Пока Федор Матвеевич запрягал лошадь, выезжал за ворота, совсем забрезжило. Будто светлым дымом подернулось небо, отчего луна и звезды потускнели, и сделалось до жути холодно.
Оберегая тепло, Федор Матвеевич не шевелился, глядел на спину лошади; не заметил, как добрался до развилки, где нужно было решить, по какой из двух дорог ехать, хотя обе они вели в Судислово, в Егорово село. Лошадь сама взяла влево — в лесу меньше ветра.
Темно в нем. Слышно, как потрескивает первый ледок, поскрипывают вчера еще мокрые, врасплох застигнутые морозом деревья. Набежит сверху ветер, и с них стеклянное крошево сыплется, медленно опадает вниз.
Вдруг в чащобе, пахнущей прелью, перемешались все лесные звуки, и возникла тихая, до боли знакомая мелодия. Федор Матвеевич сдвинул на затылок шапку, вспомнил слова, подхватил:
Ты меня ждешь…
В молодости, на фронте, пел он эту песню под гитару, до того похожий лицом и голосом на артиста, которого видел и слышал в кинокартине, что его чуть с передовой не сняли, чтобы отправить в полковую самодеятельность. Не успели — ранило его в бою.
Лес поредел, открылась белая, в инее, опушка. Вон уже село виднеется, кое-где с труб слетает дымок. В окнах Егоровой избы, третьей с краю, света нет.
Подъехав близко, в душе ругая Егора — ждать должен, — Федор Матвеевич громко позвал:
— Я-а-гор! А, Ягор!..
— Вижу, иду! — откликнулся из-за угла Егор. — Подмогни, Матвеич…
Матвеич недовольно вздохнул — не сообразил Егор подтащить мешок к воротам, — однако молча сошел с телеги, увязая деревяшкой в мерзлой грязи, двинулся помогать. У Егора тоже деревяшка, тоже цеплялась, и ковыляли они с мешком трудно. Поехали. Уже за селом отдышался Егор, спросил:
— Зятек-то не прибыл?
— Застряли чего-то. Дорога, видать, забита.
— Приедут, никуда не денутся, — заверил Егор. — Смотрю, ты всего один мешок набил…

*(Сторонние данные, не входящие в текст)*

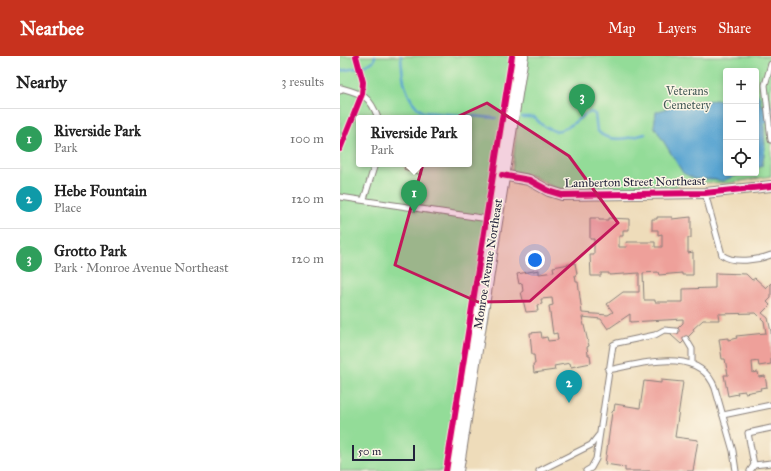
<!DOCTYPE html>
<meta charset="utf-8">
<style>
body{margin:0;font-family:"IM FELL Great Primer",serif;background:#f6f6f6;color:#222}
.controls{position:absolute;right:12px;top:12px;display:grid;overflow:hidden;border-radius:4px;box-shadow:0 2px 6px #0003}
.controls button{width:36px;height:36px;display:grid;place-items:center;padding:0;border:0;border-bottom:1px solid #e0e0e0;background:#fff;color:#222;font:20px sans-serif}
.scale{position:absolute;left:12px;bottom:10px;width:63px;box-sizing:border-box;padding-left:4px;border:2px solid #22223b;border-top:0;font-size:11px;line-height:14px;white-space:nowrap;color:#22223b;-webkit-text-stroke:3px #fcf5e5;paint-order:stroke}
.you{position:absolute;left:195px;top:204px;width:14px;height:14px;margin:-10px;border:3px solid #fff;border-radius:50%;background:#1a73e8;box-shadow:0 0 0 6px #1a73e833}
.badge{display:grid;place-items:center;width:26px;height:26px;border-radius:50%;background:#c8321e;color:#fff;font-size:13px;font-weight:700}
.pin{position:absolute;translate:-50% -33px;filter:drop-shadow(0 1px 2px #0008)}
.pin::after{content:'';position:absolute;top:21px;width:14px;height:12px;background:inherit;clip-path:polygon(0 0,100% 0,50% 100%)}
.popup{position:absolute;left:16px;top:59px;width:116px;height:52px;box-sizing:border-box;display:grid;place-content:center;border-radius:4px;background:#fff;filter:drop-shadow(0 1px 3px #0005);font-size:13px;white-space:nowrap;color:#767676}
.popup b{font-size:15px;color:#222}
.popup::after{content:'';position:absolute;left:50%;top:100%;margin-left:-8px;border:8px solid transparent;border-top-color:#fff}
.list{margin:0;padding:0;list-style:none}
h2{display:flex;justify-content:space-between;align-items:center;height:52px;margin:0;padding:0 16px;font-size:17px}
h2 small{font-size:13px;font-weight:400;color:#767676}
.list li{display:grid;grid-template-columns:26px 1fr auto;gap:12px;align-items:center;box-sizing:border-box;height:60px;padding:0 16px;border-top:1px solid #e0e0e0}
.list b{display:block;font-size:15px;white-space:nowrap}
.list p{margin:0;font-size:13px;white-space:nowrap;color:#767676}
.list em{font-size:13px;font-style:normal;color:#767676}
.icon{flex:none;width:22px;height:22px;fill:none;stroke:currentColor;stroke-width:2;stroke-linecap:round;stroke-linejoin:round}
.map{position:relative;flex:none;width:431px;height:415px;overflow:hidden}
header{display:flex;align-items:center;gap:24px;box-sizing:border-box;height:56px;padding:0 20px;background:#c8321e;color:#fff}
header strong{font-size:19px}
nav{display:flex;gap:22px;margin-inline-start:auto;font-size:14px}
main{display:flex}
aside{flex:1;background:#fff}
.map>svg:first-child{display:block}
.green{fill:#93dc98;stroke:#5a7f6a;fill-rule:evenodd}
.water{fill:#59a4d1;stroke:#3e6386}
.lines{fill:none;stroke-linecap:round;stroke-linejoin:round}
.stream{stroke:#59a4d1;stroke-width:2.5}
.building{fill:#eea09a}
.service-casing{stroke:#887f7a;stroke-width:7}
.minor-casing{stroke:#887f7a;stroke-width:12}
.secondary-casing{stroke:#887f7a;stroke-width:16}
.service{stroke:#fff;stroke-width:5}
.minor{stroke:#fff;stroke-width:10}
.secondary{stroke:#fff;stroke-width:14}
.cycleway-casing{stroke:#fcf5e5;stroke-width:8}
.cycleway{stroke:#d6006c;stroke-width:6}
.marked{fill:#c2185b;fill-opacity:0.2;stroke:#c2185b;stroke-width:3;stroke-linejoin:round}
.labels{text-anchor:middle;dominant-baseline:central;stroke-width:3;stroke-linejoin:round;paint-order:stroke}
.park-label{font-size:12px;fill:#445a57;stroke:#fcf5e5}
.street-label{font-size:12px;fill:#22223b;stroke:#fcf5e5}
</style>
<header>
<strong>Nearbee</strong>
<nav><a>Map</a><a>Layers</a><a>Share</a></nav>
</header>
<main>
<aside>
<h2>Nearby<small>3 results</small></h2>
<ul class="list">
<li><span class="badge" style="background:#2e9e5b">1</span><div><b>Riverside Park</b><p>Park</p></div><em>100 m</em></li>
<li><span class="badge" style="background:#0f9aa8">2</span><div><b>Hebe Fountain</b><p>Place</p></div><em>120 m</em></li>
<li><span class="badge" style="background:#2e9e5b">3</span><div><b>Grotto Park</b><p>Park · Monroe Avenue Northeast</p></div><em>120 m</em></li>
</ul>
</aside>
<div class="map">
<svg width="431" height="415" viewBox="0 0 431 415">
<rect width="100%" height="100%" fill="#fcf5e5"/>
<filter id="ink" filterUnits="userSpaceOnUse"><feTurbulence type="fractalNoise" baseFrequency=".025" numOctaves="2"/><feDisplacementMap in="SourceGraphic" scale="8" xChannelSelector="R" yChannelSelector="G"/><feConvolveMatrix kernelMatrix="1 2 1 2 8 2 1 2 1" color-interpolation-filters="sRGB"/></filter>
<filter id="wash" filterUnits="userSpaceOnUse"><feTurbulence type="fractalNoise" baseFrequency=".012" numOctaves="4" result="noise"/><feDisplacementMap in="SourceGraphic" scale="16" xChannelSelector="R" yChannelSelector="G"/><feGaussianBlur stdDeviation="0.9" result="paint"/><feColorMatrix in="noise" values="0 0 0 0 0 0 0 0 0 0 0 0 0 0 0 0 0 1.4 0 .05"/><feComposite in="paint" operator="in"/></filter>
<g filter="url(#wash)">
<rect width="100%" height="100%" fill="#eedcba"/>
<g class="green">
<path d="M0 0H172L107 415H0ZM19 62H129V108H19Z"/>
<path d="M184 0H431V120L389 127 346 126 329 133 218 134 193 120 172 116ZM386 15H416V117H386Z"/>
</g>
<g class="water">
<polygon points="416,36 420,42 421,50 431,50 431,64 424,68 425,93 422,110 416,113"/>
<polygon points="386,43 386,117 402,117 383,125 370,123 355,123 343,117 314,70 316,56 330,51 346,47"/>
</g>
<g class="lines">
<g class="stream">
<path d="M61 0C62 21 65 44 83 56L156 62"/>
<polyline points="0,15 22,11 34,5 35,0"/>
<path d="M182 61H194L202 69 214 75C233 74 237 60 251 56L255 58 257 74C267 88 291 82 305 78"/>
</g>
</g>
<g id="blocks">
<g class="building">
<polygon points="66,108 85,108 81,119 64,113"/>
<polygon points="317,161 332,161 332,163 351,161 351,182 348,182 348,197 353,196 353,219 342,219 342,217 319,219 318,216 303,217 304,244 315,244 315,246 343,246 343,233 375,232 375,217 406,218 412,224 415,222 426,232 431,227 431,242 427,246 430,249 422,257 428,262 431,276 431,308 419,310 418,305 412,306 413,317 418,316 419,321 425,320 427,331 420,332 421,334 405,337 405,335 397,336 398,338 388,340 384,319 388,319 385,303 382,303 379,283 388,282 388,284 397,282 396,280 426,277 424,265 416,257 378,258 379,264 363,264 353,273 354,275 341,288 331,279 343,267 343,263 290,266 290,258 268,273 261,263 242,261 249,290 247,291 248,299 250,299 251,307 231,311 230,307 214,310 215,314 194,317 193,308 195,308 194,299 192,299 190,277 201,276 202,282 207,281 208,285 218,284 217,277 213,278 209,250 213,249 212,242 201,243 202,248 197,249 198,255 186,256 181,236 183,236 182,227 179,228 177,218 199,214 199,218 214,216 213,211 235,207 237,218 235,219 236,226 238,226 242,257 268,259 273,256 267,248 283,236 299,236 299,217 269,219 269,217 261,217 261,220 251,220 250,199 254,199 254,183 250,183 250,162 259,162 259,164 268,164 268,162 289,163 289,174 283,174 283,180 279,180 279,191 287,191 286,186 315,186 315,191 322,191 322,178 318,179 318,174 312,174 312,163 317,163"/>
<polygon points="321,324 343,326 335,381 358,384 353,415 285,415 285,411 265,408 272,356 274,354 275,348 300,352 304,325 321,327"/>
</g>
</g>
</g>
<g filter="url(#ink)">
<use href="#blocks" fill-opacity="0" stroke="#887f7a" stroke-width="1"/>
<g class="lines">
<g class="service-casing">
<g id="service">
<polyline points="431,8 425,29 431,84"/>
<path d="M0 35 1 32C23 38 30 40 38 62"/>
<path d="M365 137 382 199C394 208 418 204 431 199"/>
<polyline points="0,141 155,164"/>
<polyline points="24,143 35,108"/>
<polyline points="346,283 352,293 352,308"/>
<path d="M268 314C301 308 359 289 375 332L393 395 396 415"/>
<polyline points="383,359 431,349"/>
<polyline points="414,409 431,407"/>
<polyline points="199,415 251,389 258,380"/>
<polyline points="246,415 251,412 256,403 273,289 277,287 315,279 324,274 336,275"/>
<polyline points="410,415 414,409 408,377 431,372"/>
</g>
</g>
<g class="minor-casing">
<polyline id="minor" points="162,119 189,124 209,135 222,139 365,137 431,130"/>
</g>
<g class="secondary-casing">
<polyline id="secondary" points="116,415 181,0"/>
</g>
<use href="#service" class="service"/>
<use href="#minor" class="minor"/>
<use href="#secondary" class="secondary"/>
<g class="cycleway-casing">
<g id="cycleway">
<polyline points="0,93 22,38 23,26 16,0"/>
<polyline points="162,119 189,124 209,135 222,139 365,137 431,130"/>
<polyline points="106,415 172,0"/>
</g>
</g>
<use href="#cycleway" class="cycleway"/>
</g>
</g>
<path class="marked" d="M147 47 229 100 278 167 190 245 138 246 55 209 93 72Z"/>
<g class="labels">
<g class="park-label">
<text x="347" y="35">Veterans<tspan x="347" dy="14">Cemetery</tspan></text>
</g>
<g class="street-label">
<text transform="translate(295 126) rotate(-1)">Lamberton Street Northeast</text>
<text transform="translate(148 208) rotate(-81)">Monroe Avenue Northeast</text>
</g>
</g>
</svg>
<div class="controls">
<button>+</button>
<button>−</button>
<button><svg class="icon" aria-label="locate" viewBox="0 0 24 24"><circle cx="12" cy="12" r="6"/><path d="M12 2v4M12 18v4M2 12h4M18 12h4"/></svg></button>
</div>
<div class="scale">50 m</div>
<div class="you"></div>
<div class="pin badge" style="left:74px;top:157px;background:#2e9e5b">1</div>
<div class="popup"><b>Riverside Park</b>Park</div>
<div class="pin badge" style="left:229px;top:347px;background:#0f9aa8">2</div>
<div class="pin badge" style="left:242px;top:61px;background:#2e9e5b">3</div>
</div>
</main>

— А куда два-то? Лошадь не потянет. На базаре еще с ними торчать, людям глаза мозолить.
— А что тут такого? — воскликнул Егор. — Своя же картошка! Хочу — продаю. Нам со старухой ее девать некуда. Пропадет она. Не корысти ради… Мне пенсии хватает. А на базар с пустыми руками… — Егор вдруг схватился за грудь, закашлялся. — Воздух-то Нынче какой. Дых перешибает, голову кружит…
— А я, башка дырявая, настоечки бутылку забыл, — проговорил Матвеич. — Спробовать с тобой хотел. Вишневая…

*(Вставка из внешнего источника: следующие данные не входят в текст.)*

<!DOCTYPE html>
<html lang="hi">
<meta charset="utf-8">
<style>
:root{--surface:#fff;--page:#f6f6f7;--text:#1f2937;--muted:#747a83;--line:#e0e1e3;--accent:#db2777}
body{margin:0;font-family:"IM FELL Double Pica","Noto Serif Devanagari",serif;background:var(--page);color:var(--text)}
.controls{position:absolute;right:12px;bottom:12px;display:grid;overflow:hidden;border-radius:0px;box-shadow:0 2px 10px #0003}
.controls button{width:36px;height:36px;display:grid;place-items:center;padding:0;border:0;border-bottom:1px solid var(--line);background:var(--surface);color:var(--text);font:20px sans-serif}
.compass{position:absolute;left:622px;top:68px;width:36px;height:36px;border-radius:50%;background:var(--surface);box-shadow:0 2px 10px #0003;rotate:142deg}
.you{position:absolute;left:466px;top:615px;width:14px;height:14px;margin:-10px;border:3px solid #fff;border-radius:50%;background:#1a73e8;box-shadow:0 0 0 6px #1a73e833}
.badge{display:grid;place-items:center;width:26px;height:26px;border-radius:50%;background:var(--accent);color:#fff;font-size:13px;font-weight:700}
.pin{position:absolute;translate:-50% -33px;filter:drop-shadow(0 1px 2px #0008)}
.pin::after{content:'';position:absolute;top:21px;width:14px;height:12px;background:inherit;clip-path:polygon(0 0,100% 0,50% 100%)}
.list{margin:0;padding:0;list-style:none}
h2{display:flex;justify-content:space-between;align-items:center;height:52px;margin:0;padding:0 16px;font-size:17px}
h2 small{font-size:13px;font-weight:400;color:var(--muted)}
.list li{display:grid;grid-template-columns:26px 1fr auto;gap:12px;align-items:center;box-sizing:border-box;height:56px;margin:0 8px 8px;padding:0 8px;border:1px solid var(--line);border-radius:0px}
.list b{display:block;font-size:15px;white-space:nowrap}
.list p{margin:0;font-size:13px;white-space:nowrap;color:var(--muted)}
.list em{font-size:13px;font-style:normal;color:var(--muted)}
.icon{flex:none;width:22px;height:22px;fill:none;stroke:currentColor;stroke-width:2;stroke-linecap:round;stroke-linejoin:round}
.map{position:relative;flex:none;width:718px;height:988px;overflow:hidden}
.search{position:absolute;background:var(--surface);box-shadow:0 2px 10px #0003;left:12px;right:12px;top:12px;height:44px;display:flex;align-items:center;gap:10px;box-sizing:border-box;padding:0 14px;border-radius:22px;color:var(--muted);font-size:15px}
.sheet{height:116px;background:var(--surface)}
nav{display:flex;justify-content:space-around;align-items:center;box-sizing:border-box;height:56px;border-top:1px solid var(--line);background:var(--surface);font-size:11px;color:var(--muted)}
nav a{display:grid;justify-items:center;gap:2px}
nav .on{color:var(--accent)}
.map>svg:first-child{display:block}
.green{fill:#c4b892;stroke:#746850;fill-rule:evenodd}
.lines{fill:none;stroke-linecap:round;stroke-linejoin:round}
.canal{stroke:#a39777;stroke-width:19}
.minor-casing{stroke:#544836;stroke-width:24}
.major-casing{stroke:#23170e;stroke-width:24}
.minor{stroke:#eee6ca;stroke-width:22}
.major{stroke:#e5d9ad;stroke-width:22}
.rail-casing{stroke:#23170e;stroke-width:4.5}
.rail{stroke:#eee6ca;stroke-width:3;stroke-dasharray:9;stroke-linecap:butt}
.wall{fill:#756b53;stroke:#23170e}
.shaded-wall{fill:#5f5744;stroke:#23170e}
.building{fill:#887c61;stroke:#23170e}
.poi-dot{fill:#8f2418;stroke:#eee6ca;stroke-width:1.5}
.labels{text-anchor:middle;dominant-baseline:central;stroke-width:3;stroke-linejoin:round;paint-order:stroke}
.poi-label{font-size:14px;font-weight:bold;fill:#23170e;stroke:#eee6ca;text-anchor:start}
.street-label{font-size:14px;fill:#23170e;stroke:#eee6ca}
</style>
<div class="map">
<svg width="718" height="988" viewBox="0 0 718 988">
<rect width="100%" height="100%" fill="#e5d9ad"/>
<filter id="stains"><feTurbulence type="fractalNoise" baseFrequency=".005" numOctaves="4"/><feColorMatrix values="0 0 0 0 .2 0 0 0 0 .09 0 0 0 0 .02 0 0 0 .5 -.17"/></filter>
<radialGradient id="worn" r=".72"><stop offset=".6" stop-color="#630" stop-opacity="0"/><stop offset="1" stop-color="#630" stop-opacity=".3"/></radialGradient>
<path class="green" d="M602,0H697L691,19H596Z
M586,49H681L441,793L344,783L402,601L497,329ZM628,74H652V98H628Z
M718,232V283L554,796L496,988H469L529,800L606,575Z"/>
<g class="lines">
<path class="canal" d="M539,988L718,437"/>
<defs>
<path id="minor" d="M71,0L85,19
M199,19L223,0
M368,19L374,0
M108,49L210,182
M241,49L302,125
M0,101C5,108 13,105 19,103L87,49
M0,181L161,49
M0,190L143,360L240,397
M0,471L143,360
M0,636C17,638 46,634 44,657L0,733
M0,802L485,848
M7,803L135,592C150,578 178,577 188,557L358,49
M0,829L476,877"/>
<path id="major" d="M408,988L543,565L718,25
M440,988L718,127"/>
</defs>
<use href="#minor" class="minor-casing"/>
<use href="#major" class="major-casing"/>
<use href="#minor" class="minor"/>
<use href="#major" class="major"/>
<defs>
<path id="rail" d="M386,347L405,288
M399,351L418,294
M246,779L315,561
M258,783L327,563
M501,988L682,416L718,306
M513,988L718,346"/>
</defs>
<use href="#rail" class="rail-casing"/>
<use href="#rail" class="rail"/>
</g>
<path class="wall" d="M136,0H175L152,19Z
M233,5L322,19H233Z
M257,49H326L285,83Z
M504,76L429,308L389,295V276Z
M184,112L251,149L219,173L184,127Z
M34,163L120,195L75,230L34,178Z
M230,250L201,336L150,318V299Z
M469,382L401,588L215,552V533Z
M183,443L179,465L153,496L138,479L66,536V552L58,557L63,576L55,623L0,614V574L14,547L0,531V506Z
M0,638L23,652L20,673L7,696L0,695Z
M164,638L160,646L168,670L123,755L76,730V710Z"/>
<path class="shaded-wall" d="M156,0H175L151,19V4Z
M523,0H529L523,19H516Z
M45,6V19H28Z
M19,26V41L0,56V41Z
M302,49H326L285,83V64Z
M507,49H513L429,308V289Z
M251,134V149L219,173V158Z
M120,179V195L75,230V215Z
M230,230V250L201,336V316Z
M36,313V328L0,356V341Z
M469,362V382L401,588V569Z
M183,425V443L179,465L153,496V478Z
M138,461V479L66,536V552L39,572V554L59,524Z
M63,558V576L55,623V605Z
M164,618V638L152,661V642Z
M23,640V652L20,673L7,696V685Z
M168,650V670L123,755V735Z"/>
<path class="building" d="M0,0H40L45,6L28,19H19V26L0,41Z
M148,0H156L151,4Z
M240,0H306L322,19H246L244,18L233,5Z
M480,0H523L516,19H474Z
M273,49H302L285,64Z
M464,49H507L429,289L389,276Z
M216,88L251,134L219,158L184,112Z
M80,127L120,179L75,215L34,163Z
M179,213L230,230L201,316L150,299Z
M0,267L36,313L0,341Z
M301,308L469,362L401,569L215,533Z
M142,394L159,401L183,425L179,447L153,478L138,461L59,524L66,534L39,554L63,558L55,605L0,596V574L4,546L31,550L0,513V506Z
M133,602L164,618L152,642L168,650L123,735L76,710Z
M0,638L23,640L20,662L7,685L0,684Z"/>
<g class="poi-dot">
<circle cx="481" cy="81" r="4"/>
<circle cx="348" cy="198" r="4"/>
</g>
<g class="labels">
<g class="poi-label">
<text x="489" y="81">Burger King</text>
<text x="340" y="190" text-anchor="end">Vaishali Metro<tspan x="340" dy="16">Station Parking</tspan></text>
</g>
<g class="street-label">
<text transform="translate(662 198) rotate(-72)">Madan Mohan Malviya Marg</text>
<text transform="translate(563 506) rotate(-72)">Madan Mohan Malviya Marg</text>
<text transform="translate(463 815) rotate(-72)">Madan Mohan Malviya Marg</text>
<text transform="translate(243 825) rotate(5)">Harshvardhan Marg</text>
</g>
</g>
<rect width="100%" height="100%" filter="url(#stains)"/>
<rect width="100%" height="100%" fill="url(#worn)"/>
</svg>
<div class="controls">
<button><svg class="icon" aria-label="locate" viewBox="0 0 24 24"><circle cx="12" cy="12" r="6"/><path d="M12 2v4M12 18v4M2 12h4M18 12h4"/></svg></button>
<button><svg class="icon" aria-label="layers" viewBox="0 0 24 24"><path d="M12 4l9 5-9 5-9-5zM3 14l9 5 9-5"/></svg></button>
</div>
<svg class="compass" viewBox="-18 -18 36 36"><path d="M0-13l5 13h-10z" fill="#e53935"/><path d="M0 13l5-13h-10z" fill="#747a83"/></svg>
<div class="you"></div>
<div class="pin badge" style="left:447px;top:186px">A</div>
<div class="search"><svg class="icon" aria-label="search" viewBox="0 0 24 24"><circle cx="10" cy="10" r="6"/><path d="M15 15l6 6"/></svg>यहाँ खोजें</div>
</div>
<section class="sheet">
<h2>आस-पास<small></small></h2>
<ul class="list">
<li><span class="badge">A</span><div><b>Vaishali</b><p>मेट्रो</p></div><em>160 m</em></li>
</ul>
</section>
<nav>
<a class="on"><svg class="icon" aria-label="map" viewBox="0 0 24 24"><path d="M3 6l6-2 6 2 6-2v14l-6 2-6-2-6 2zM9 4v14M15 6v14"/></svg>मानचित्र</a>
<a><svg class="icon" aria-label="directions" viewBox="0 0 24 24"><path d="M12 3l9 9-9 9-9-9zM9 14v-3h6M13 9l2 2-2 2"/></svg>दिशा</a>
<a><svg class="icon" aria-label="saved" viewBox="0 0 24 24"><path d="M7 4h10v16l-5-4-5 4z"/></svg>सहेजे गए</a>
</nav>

— Лучше бы и не вспоминал… Хороша все-таки погодка!
Небо уже очистилось от серой дымки, сделалось сизым, прозрачным; по обе стороны простерлись синие от изморози поля. Впереди виднелся густой лес — отсекал небо от земли.
Лошадь пошла быстрее. Егор повеселел, крутил головой, смотрел на серебристые стога соломы, на легкие, будто из дыма, березовые перелески.
— Гармонь бы сейчас! — вздохнул он.
— Ишь ты, молодой! — хмыкнул Матвеич.
Из-за леса поднялось непомерно большое солнце, озарило холодным светом оцепенелые просторы. Все вокруг засверкало, переменилось.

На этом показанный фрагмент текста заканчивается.